## Exercise description
Could you return every line of the records below that contains the word "bottom"?

## Source material
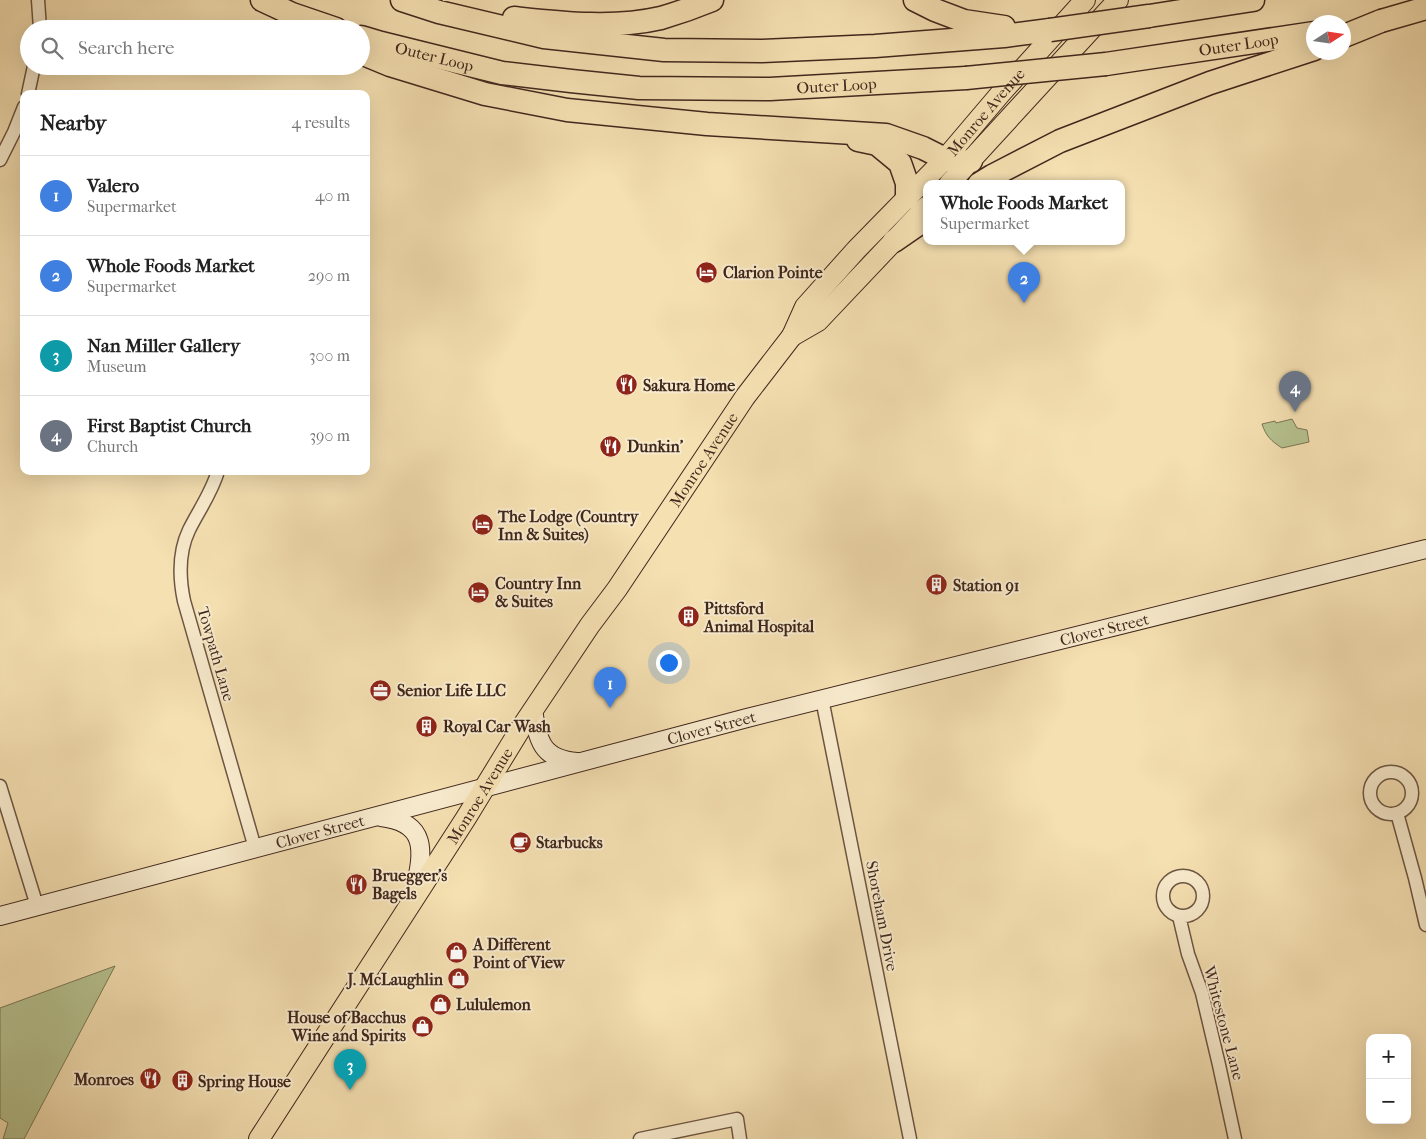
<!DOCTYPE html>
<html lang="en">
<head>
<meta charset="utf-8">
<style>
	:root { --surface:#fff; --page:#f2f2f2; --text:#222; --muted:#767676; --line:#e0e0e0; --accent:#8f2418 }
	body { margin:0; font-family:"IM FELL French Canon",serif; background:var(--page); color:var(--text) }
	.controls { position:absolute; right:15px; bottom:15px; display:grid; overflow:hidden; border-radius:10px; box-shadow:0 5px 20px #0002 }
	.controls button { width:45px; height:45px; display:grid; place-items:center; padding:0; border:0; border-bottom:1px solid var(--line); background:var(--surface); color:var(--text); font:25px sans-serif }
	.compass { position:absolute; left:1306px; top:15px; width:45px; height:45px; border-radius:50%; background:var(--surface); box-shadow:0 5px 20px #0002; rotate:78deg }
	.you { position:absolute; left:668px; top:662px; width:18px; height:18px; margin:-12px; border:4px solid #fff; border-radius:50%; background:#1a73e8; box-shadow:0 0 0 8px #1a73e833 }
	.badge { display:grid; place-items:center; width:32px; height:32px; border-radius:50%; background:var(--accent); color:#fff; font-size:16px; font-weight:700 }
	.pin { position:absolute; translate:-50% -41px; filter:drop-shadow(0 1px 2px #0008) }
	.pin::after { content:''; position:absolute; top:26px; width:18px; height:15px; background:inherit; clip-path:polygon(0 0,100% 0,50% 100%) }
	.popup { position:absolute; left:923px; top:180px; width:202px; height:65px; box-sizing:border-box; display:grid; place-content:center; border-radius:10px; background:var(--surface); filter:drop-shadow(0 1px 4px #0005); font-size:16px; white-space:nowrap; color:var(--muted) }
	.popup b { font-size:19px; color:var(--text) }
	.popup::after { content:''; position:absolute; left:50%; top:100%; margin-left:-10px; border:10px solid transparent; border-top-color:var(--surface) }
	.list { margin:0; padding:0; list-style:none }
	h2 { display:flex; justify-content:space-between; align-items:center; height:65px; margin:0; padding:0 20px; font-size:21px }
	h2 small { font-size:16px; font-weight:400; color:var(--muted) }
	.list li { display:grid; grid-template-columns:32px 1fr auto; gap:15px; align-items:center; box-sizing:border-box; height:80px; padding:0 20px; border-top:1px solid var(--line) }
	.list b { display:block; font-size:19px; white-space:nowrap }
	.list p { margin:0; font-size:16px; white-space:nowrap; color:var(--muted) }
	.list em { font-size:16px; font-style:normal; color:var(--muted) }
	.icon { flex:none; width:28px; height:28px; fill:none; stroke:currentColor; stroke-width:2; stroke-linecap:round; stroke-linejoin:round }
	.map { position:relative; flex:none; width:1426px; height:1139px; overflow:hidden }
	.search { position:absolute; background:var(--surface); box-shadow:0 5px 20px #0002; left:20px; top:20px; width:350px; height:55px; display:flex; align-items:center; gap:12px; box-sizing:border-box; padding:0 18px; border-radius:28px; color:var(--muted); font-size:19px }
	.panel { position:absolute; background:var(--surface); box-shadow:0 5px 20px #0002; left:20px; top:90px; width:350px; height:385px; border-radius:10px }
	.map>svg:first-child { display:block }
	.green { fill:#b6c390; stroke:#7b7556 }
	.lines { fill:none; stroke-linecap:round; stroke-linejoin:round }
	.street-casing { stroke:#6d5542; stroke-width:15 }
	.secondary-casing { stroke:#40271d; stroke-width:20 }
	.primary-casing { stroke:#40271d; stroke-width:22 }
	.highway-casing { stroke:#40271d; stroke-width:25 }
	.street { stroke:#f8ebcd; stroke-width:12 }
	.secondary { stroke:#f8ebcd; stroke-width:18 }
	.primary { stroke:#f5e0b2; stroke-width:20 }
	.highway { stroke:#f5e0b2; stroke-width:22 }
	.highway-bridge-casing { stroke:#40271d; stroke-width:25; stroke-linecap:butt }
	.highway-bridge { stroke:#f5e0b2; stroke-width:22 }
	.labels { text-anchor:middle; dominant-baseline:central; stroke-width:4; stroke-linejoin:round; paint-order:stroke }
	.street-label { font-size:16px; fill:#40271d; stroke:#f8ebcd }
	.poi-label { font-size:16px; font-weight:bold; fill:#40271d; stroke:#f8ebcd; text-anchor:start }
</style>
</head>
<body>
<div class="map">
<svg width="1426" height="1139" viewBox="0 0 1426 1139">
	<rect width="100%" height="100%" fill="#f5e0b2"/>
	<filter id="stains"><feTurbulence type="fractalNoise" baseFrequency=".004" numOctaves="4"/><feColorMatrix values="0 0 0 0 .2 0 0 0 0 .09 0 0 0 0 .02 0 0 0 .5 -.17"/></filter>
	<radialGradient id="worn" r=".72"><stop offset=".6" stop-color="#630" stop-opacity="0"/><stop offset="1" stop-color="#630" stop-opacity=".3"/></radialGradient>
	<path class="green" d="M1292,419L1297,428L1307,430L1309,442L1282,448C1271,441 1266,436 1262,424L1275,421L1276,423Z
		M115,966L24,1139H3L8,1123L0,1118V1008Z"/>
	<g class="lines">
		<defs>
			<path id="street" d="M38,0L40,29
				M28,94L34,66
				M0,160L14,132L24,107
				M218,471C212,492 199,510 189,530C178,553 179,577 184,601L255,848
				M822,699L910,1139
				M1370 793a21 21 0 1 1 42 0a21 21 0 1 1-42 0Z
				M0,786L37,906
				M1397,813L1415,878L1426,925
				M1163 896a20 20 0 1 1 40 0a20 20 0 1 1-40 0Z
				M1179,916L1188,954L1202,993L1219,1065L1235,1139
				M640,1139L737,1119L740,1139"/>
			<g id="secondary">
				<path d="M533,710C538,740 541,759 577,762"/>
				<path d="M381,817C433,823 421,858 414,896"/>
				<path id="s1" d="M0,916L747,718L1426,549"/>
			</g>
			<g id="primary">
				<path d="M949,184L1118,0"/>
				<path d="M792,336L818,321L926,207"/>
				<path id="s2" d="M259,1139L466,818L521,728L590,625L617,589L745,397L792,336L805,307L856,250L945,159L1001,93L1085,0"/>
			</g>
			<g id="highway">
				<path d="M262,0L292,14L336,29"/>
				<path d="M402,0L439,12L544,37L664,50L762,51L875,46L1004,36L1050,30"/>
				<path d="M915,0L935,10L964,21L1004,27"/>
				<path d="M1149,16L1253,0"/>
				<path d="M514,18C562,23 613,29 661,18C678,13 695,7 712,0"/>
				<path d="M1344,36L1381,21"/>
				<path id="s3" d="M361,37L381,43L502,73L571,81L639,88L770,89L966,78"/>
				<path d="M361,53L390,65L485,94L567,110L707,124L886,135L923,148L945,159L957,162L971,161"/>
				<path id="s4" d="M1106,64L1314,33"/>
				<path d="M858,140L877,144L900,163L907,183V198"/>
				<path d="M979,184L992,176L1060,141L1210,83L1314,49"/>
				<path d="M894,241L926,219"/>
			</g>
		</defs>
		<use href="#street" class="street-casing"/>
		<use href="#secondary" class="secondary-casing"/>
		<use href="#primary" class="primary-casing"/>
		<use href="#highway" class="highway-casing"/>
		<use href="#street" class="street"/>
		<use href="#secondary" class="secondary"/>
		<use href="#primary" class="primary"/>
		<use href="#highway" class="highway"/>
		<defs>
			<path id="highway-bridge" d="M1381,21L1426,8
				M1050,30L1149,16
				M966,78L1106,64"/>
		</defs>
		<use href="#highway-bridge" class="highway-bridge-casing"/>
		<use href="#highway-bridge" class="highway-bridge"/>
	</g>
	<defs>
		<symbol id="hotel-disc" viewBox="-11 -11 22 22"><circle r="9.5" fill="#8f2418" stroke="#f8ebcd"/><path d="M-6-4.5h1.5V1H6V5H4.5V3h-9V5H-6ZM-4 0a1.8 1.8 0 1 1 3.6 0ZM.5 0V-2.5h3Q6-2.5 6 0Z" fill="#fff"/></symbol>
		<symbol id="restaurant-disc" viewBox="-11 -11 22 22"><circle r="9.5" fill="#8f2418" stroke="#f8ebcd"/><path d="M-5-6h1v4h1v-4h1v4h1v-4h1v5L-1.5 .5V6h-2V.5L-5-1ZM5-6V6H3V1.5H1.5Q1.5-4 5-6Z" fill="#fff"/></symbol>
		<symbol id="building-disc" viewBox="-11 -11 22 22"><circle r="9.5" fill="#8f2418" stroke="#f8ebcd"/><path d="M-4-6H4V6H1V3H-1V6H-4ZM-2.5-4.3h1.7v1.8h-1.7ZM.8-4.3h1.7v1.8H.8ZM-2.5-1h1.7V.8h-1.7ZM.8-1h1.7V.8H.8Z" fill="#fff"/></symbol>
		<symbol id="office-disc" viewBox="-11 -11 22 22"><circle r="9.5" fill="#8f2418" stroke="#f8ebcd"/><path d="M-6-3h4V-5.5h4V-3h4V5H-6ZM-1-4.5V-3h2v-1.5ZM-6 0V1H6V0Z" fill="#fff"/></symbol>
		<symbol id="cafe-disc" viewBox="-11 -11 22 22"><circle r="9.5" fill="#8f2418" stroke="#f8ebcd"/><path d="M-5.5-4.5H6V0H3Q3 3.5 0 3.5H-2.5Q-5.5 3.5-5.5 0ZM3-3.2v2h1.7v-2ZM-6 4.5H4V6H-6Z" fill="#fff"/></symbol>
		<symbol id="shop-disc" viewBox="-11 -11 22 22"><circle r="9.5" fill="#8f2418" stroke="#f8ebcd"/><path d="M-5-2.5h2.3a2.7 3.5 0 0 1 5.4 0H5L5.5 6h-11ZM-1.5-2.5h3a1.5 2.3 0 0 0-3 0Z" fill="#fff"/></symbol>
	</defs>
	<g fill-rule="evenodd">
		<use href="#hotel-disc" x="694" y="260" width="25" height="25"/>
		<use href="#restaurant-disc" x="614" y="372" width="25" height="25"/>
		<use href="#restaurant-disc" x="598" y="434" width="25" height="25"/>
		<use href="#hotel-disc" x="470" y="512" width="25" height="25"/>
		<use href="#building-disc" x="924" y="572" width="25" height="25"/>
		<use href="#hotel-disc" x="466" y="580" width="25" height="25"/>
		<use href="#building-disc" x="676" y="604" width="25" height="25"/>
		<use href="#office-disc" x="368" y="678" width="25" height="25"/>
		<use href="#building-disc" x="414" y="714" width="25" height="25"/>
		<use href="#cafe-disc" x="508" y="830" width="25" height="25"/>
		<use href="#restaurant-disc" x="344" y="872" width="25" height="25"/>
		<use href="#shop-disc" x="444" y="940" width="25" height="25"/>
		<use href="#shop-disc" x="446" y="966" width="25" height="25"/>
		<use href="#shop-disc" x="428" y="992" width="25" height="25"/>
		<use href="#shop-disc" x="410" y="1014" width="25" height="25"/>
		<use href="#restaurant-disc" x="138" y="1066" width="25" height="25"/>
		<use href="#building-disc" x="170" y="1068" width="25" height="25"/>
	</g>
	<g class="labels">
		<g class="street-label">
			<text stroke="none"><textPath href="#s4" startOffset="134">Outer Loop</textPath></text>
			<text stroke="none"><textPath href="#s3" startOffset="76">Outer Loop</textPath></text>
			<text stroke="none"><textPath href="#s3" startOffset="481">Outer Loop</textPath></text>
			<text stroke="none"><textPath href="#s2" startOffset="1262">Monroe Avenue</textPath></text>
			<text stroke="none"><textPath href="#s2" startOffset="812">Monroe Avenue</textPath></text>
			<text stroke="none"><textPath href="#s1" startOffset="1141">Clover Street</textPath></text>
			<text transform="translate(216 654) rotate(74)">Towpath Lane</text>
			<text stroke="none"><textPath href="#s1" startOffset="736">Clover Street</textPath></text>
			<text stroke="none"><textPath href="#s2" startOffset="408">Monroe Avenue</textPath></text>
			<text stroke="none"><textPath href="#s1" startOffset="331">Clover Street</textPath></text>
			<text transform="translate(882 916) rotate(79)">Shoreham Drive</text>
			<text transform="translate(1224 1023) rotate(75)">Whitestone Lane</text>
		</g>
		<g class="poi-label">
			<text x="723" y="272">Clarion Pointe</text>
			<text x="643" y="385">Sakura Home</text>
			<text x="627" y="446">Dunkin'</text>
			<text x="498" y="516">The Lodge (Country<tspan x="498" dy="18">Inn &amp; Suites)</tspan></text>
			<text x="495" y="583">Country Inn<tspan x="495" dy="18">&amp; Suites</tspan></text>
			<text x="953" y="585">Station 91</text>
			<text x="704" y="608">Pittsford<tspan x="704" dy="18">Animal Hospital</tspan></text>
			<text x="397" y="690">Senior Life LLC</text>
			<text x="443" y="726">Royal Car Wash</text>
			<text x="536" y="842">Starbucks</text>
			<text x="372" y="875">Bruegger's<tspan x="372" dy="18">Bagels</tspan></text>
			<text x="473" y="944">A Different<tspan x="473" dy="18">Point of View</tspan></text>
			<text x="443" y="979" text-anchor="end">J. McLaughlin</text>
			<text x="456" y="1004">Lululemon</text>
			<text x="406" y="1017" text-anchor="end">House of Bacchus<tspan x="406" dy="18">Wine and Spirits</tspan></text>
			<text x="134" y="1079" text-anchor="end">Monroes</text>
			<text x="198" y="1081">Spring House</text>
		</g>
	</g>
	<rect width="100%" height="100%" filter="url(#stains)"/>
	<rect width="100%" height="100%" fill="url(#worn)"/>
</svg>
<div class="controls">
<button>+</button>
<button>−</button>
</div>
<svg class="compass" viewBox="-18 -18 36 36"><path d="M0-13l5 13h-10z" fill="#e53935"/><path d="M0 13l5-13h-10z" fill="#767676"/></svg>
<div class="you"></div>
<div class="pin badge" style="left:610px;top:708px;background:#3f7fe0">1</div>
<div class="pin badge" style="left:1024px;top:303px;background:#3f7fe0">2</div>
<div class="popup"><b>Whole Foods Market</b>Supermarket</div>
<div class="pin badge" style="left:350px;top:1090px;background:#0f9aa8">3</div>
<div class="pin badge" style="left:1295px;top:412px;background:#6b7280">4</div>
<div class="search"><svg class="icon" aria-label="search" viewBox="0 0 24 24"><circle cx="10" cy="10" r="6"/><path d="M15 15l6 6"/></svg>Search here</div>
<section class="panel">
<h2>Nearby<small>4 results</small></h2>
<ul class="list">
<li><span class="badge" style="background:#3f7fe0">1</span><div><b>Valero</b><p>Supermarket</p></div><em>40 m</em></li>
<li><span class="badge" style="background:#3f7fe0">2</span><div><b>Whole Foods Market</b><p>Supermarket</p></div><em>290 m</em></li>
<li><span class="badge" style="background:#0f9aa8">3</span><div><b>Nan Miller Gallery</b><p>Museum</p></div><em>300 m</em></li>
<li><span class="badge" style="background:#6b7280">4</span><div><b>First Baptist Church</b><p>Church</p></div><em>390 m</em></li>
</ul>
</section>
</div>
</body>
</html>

## Task solution
	.controls { position:absolute; right:15px; bottom:15px; display:grid; overflow:hidden; border-radius:10px; box-shadow:0 5px 20px #0002 }
	.controls button { width:45px; height:45px; display:grid; place-items:center; padding:0; border:0; border-bottom:1px solid var(--line); background:var(--surface); color:var(--text); font:25px sans-serif }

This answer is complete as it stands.